▸ Records contained in a dataset:
☆ ☆ ☆

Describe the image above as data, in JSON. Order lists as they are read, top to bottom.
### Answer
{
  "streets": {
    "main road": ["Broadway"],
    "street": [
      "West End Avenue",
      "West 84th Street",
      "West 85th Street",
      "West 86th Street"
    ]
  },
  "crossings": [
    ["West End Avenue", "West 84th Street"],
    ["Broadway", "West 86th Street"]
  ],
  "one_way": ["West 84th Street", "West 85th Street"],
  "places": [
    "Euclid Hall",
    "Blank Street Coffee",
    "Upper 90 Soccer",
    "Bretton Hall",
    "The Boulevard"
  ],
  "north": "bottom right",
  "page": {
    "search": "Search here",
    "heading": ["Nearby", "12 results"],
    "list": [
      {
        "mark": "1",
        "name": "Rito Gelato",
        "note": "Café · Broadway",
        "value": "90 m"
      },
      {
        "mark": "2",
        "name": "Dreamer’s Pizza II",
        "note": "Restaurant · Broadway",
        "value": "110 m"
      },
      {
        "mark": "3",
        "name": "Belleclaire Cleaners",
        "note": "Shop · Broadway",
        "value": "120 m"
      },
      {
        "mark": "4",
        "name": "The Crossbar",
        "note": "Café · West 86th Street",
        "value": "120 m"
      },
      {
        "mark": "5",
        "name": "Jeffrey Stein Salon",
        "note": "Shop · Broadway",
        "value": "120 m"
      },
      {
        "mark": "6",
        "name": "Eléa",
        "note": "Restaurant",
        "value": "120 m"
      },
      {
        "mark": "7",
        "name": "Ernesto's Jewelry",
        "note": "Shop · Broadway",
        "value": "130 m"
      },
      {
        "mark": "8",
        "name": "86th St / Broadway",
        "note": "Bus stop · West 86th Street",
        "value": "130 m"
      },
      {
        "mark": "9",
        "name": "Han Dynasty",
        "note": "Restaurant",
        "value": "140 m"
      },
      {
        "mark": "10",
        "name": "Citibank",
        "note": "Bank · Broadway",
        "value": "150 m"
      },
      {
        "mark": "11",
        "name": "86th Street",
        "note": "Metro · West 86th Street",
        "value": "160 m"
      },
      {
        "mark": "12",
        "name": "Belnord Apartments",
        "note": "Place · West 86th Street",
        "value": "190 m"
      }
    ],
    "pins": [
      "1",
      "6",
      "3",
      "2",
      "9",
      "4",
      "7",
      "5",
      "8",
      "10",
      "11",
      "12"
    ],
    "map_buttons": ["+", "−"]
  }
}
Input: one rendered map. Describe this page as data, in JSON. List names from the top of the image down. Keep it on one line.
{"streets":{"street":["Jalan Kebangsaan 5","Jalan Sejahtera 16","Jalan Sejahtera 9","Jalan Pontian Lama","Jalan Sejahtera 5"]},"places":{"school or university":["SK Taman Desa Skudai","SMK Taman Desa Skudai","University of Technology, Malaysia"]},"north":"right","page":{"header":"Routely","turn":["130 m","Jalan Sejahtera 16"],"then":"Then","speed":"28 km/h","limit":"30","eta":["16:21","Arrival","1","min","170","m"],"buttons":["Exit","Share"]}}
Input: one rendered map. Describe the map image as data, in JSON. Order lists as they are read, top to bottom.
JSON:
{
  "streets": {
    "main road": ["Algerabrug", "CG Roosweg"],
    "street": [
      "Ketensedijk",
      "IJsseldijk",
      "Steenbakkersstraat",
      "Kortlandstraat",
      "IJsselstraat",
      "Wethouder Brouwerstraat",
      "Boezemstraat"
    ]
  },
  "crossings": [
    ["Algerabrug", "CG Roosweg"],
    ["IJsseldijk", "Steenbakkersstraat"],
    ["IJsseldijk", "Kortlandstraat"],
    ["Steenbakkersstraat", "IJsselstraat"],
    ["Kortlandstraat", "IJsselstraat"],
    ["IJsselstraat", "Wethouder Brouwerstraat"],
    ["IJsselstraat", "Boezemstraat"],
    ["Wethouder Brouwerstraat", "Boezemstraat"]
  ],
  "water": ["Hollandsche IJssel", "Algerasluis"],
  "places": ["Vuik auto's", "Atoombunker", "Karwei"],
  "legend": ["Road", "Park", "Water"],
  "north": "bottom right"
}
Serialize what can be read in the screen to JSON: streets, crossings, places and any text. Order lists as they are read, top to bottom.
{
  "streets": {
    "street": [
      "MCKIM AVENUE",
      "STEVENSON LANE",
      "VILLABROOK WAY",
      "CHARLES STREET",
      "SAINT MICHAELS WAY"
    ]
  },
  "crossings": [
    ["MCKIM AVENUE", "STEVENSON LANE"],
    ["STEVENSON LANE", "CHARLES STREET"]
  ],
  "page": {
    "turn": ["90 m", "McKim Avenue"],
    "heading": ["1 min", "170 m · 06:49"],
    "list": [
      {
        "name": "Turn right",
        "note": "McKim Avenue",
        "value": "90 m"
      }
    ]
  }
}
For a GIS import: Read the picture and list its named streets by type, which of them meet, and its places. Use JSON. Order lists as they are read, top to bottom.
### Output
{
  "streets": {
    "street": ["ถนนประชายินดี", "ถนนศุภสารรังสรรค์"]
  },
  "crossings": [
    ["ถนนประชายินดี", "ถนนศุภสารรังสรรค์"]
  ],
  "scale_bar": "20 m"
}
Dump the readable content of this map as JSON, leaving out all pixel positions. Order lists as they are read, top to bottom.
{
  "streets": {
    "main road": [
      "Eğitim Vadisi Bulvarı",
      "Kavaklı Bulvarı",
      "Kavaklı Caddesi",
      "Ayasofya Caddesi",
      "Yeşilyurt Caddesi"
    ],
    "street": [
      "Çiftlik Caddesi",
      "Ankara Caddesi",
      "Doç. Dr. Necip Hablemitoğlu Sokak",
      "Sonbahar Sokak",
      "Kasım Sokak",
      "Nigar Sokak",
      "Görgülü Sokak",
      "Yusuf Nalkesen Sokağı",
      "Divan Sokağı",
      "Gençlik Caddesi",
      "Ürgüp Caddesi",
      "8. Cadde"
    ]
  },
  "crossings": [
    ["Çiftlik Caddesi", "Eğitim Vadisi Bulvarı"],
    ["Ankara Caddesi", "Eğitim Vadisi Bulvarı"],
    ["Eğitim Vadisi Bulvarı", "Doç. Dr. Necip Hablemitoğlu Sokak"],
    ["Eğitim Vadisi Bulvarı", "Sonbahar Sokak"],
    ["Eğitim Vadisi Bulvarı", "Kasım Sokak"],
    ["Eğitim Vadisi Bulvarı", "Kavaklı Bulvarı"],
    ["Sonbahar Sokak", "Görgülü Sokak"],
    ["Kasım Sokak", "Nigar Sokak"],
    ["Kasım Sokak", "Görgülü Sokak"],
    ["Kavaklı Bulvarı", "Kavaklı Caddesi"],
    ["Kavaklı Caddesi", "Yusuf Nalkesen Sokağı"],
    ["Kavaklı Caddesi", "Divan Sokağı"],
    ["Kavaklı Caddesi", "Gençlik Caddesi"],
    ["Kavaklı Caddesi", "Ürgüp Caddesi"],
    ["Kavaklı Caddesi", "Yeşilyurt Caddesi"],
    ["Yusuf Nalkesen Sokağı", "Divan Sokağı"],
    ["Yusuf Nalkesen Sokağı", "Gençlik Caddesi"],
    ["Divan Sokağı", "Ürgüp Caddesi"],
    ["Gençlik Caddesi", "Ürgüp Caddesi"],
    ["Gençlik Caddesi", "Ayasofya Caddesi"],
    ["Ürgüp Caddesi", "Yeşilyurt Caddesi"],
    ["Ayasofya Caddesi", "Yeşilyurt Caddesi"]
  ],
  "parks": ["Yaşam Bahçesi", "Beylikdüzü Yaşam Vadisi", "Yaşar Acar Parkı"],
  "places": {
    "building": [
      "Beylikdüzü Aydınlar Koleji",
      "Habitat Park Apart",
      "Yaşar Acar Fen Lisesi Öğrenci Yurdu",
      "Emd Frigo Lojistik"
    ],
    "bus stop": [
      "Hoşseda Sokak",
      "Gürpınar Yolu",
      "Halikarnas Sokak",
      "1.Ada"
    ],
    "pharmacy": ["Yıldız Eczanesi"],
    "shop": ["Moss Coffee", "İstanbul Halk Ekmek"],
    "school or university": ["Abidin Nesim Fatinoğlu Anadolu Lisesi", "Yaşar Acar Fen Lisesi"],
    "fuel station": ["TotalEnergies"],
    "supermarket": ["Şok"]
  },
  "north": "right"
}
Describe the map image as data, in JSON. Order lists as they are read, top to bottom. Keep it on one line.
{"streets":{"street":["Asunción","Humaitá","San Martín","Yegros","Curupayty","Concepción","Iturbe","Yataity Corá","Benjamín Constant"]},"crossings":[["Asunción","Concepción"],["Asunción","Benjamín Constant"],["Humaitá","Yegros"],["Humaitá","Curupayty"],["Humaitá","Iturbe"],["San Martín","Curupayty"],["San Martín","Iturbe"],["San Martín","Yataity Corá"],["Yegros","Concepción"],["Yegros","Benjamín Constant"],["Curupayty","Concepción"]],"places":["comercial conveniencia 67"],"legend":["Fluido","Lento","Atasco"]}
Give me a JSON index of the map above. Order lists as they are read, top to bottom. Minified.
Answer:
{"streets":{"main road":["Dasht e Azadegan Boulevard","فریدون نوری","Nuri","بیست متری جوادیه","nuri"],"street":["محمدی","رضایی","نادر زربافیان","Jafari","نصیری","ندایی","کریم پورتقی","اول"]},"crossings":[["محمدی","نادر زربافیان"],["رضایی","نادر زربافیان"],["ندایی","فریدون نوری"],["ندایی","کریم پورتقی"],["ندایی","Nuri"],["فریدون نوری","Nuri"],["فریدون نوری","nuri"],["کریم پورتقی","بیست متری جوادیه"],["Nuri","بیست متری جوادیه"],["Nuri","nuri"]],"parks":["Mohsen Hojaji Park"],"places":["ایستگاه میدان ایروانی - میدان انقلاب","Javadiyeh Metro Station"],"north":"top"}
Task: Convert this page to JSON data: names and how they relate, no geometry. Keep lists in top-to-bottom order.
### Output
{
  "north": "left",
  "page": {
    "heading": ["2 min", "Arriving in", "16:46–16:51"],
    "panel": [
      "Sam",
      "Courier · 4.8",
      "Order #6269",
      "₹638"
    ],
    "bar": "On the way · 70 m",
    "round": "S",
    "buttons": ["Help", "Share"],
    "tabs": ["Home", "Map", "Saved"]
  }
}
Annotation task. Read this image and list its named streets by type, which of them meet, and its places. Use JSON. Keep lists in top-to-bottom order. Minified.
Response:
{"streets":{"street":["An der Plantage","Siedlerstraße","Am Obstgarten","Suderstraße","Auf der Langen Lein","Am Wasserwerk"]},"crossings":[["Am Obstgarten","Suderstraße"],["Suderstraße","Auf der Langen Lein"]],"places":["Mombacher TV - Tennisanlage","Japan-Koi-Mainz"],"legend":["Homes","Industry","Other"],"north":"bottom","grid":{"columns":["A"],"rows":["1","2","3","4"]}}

☆ ☆ ☆

▸ What you need to do: Examine the records and pull out every line where the string "Gençlik" occurs.

▸ Answer to this exercise:
      "Gençlik Caddesi",
    ["Kavaklı Caddesi", "Gençlik Caddesi"],
    ["Yusuf Nalkesen Sokağı", "Gençlik Caddesi"],
    ["Gençlik Caddesi", "Ürgüp Caddesi"],
    ["Gençlik Caddesi", "Ayasofya Caddesi"],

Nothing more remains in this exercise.